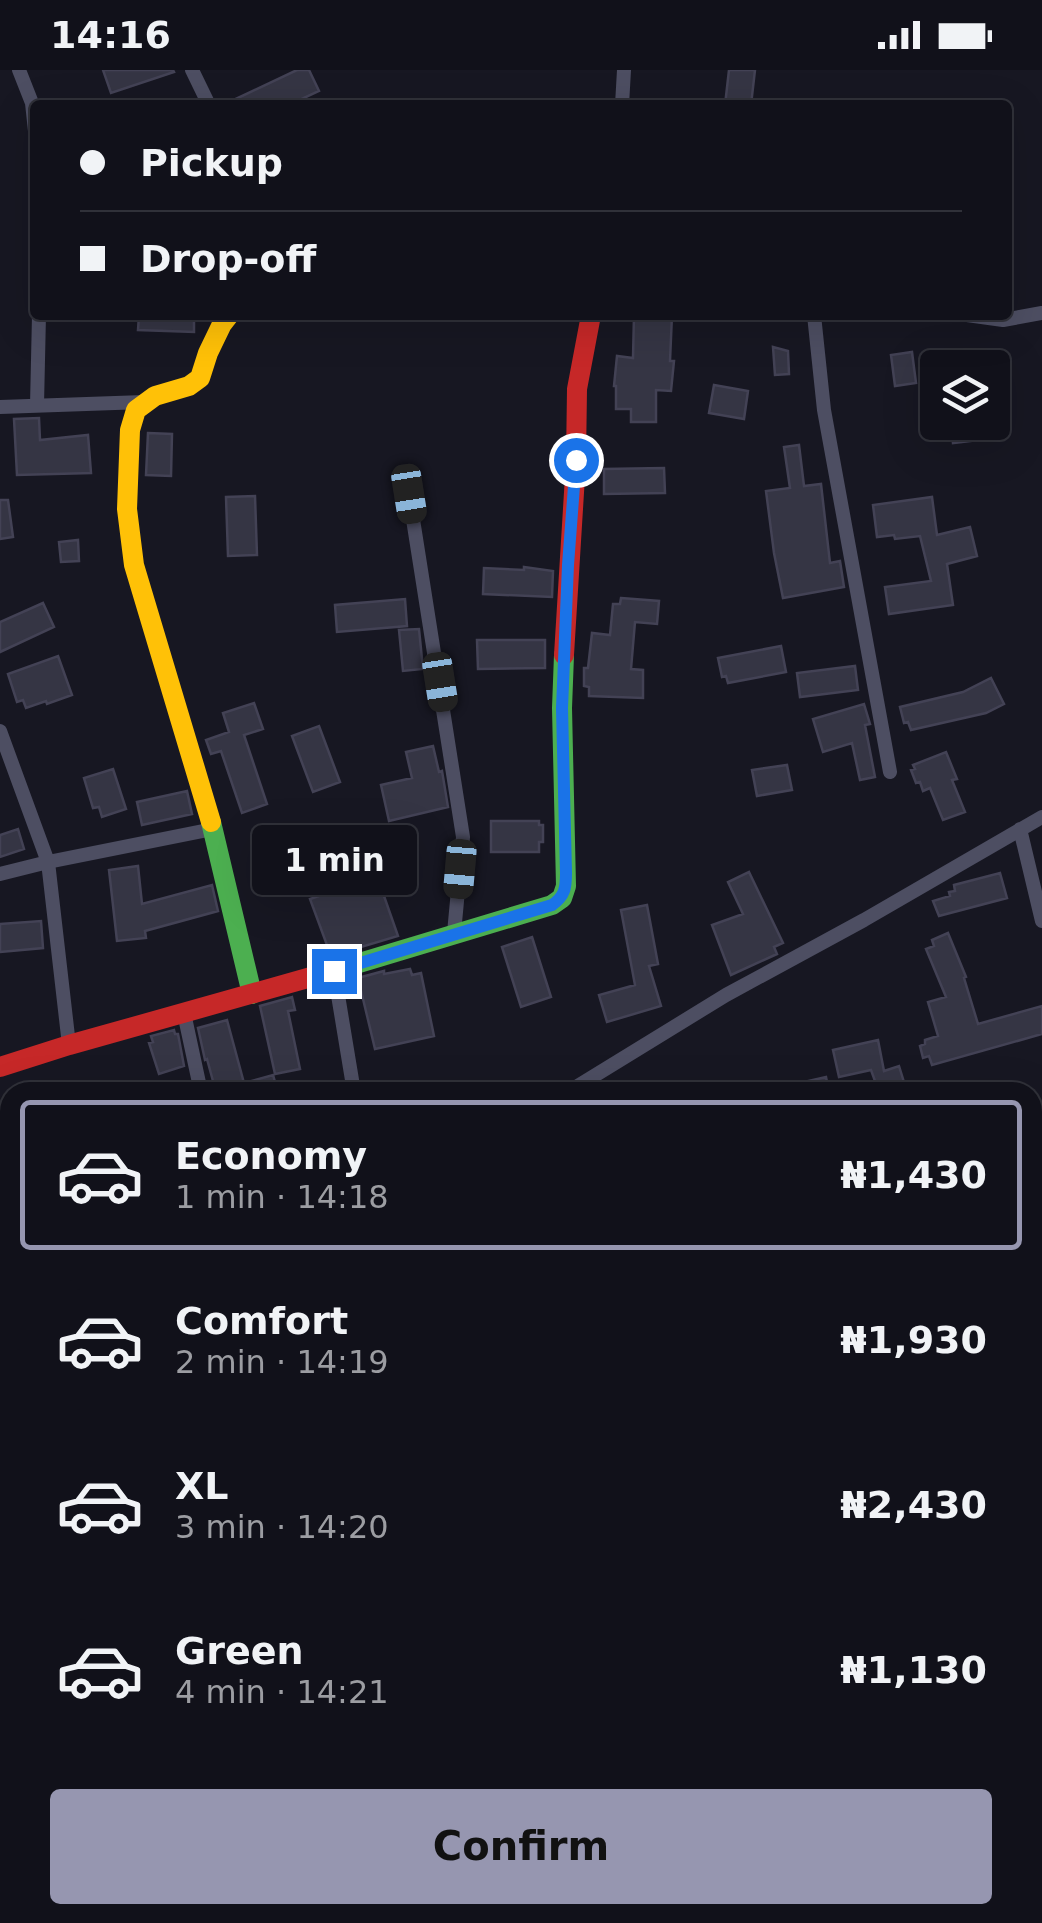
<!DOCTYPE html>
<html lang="en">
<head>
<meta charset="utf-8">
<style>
	:root { --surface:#11111a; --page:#1a1a23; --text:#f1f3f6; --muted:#9c9da2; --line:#303139; --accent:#9696b0 }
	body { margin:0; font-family:"DejaVu Sans",sans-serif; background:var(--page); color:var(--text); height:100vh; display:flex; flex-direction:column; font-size:38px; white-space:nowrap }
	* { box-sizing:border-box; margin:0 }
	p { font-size:32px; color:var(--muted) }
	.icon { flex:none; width:55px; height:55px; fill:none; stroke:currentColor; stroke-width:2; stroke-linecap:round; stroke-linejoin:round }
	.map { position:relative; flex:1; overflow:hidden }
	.panel { position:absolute; left:0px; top:1012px; width:1042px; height:842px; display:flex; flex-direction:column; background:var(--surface); border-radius:30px 30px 0 0; box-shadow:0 10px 40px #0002,0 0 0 2px var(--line) }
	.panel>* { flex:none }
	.guide { position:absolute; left:30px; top:30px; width:982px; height:220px; border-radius:10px; box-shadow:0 10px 40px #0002,0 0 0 2px var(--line); display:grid; align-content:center; height:220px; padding:0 50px; background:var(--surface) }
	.tools { position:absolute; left:920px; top:280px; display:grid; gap:20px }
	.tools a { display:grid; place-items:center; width:90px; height:90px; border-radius:10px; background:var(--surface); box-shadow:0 10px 40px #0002,0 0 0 2px var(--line); font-size:50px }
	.end { position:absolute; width:45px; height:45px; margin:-22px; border:12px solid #1a73e8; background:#fff; box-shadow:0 0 0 5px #fff }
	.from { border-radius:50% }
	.bubble { position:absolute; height:70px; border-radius:10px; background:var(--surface); box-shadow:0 10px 40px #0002,0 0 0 2px var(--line); font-size:32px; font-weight:600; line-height:70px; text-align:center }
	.car { position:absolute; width:30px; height:60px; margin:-30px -15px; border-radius:12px; box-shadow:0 0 8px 2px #0007; background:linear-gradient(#222 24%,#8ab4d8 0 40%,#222 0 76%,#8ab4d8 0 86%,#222 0) }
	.guide b { display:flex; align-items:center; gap:35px; height:95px; font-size:38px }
	.guide b+b { border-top:2px solid var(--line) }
	.guide i { width:25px; height:25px; background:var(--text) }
	ul { padding:18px 0 0; list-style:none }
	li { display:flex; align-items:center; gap:30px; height:150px; margin:0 20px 15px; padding:0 30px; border:5px solid transparent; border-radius:10px }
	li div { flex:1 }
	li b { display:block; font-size:38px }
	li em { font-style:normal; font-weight:600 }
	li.on { border-color:var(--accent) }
	li>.icon { width:90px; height:90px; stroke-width:1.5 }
	.button { display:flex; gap:20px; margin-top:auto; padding:20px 50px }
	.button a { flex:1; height:115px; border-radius:10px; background:var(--accent); color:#111; font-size:40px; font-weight:600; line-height:115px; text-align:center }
	.status { display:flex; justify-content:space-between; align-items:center; height:70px; padding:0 50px; background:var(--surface); direction:ltr }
	.status svg { height:28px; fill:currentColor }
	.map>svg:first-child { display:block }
</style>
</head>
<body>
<div class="status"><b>14:16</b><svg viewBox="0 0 49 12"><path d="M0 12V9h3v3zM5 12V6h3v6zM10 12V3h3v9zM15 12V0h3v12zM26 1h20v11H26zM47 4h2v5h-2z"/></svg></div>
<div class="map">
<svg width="1042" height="1853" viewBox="0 0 1042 1853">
	<rect width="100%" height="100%" fill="#171722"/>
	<path fill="#353544" stroke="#434255" stroke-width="2.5" d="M103,0H173L174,2L111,23Z
		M297,0H309L319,21L289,35H223Z
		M729,0H755L751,35H725Z
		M139,245H194V262L138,260Z
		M634,245H672L670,291H674L671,321L656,320V352H631V339H616V316H614L617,286L633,288Z
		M773,277L788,281L789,304L775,305Z
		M912,282L916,313L895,316L891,285Z
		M714,315L748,321L744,349L709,343Z
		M39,348L40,370L88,365L91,403L17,405L14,349Z
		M951,352H994L996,368L953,373Z
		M148,363L172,364L171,406L146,405Z
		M799,375L804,416L821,414L830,493L840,491L844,517L783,528L774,483L766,421L790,418L784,377Z
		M664,398L665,423L604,424V399Z
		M255,426L257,485L228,486L226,427Z
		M932,427L937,465L970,457L977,486L947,494L953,535L889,544L885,517L931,511L920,466L895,469L894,465L877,467L873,435Z
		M0,430H8L13,467L0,469Z
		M78,470L79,491L61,492L59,472Z
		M524,497L553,501L552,527L483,524L484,498L524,500Z
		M621,528L659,531L657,554L635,552L631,599L643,600V628L589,626V617L584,616V598H588L592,563L610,565L613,534H620Z
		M405,529L407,556L337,562L335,535Z
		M43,533L54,557L0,582V552Z
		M419,559L423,599L403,601L399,560Z
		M477,570H545V598L478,599Z
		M781,576L786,602L728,613L726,606L722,607L718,588Z
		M58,586L72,625L47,634L46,631L26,638L23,630L17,632L8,604Z
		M855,596L858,620L800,627L797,603Z
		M991,608L1004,634L986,643L911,660L908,652L904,653L900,637L963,622Z
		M254,633L263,659L244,665L267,734L242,743L221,681L211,684L206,670L229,662L223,643Z
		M864,634L870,654L865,655L875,707L860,710L852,673L823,682L813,649Z
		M319,656L340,712L313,722L292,666Z
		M433,676L439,702L442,701L448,737L389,751L381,715L412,708L406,682Z
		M946,682L957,709L952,710L965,742L943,750L930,718L923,721L920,712L916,713L911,700L915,699L913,695Z
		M787,695L792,720L757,726L752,700Z
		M113,699L126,739L102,747L99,737L93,738L84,708Z
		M187,721L192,744L142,755L137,732Z
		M491,751H539V755H543V772H539V782H491Z
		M18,759L24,779L0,787V765Z
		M138,796L142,834L212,815L218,841L145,861L146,868L117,871L109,800Z
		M749,802L783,873L774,877L777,884L731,905L712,855L743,844L728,812Z
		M1000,803L1007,828L939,846L933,831L950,826L949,822L955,821L954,815Z
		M377,806L398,866L331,886L310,829Z
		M647,835L658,894L649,896L661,936L607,952L599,925L635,915L621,840Z
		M41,851L43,878L0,882V854Z
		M948,863L966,907L964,908L978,954L1042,936V964L932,995L929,986L923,988L920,976L925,974V970L938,966L928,932L946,927L926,879L934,876L932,870Z
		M532,867L551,927L521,937L502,877Z
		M410,899L412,905L421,903L434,966L375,979L358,908L384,901V904Z
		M292,927L295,940L288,941L300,999L275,1004L260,936Z
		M227,950L244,1013L273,1005L278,1022H216L207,989L205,990L198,958Z
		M174,960L175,964H178L184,996L159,1004L149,973L153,972L151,966Z
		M878,970L884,1001L899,996L907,1022H879L871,1000L839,1007L833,980Z
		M826,1007L829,1022H783L782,1017Z"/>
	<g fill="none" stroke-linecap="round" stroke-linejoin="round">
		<path stroke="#4d4e62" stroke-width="14" d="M19,0L32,33L35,61
			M192,0L209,35
			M622,35L624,0
			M814,245L824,340L890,702
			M967,245L1003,250L1042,243
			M37,335L39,245
			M0,337L144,332
			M409,424L463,767L454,863
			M0,661L48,792L69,975
			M1020,759L1042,851
			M0,804L48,792L213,759
			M334,901L354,1022
			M184,943L201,1022
			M568,1022L726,925L864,850L1042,747
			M1032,1053L1042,1051
			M1032,1187L1042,1199
			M0,1365L10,1359
			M1032,1366L1042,1363
			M1032,1563L1042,1559
			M0,1578L10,1571
			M1032,1747L1042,1743
			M280,1845L284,1853
			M337,1853L355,1845
			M774,1853L790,1845"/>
		<path stroke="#4caf50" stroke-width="20" d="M211,752L252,924
			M336,900L552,835L562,828L566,816L562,638L564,585"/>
		<path stroke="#ffc107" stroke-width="20" d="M211,752L134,495L127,439L130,360L136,340L155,326L189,316L200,308L208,283L222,254L229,245"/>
		<path stroke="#c62828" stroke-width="20" d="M564,585L576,390L577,319L591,245
			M0,997L69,975L336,900"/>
	</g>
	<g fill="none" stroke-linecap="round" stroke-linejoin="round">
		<path stroke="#1a73e8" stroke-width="12" d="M334,901L552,835C565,826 566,818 566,803L562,638L568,495L576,390"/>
	</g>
</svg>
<div class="tools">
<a><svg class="icon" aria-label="layers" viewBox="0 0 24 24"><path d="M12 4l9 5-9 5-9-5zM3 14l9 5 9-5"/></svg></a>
</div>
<i class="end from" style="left:576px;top:390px"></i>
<i class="end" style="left:334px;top:901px"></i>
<div class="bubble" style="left:252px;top:755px;width:165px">1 min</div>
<i class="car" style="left:409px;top:424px;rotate:171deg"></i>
<i class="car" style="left:440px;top:612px;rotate:171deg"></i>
<i class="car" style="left:460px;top:799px;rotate:185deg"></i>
<div class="guide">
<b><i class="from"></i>Pickup</b>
<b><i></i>Drop-off</b>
</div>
<section class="panel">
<ul>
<li class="on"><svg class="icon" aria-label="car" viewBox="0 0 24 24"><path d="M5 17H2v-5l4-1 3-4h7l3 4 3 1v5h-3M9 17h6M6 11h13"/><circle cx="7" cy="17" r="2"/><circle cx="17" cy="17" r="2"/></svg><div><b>Economy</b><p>1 min · 14:18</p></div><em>₦1,430</em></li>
<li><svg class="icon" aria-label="car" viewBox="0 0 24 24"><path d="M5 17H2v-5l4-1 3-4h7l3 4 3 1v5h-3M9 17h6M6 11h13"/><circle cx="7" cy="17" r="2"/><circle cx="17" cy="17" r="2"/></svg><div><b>Comfort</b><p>2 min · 14:19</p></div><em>₦1,930</em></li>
<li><svg class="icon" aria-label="car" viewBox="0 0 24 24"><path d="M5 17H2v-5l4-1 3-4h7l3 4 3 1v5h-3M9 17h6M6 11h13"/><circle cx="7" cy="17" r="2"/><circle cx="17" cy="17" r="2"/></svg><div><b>XL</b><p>3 min · 14:20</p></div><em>₦2,430</em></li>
<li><svg class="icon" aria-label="car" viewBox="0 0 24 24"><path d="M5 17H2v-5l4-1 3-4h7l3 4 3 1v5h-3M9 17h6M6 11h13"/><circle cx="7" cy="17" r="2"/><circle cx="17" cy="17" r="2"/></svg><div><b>Green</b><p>4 min · 14:21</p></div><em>₦1,130</em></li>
</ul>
<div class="button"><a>Confirm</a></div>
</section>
</div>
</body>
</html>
════════════════
* [What you need to do]
Go through the listing above and return each line where the word "tools" occurs.

* [Finished exercise]
	.tools { position:absolute; left:920px; top:280px; display:grid; gap:20px }
	.tools a { display:grid; place-items:center; width:90px; height:90px; border-radius:10px; background:var(--surface); box-shadow:0 10px 40px #0002,0 0 0 2px var(--line); font-size:50px }
<div class="tools">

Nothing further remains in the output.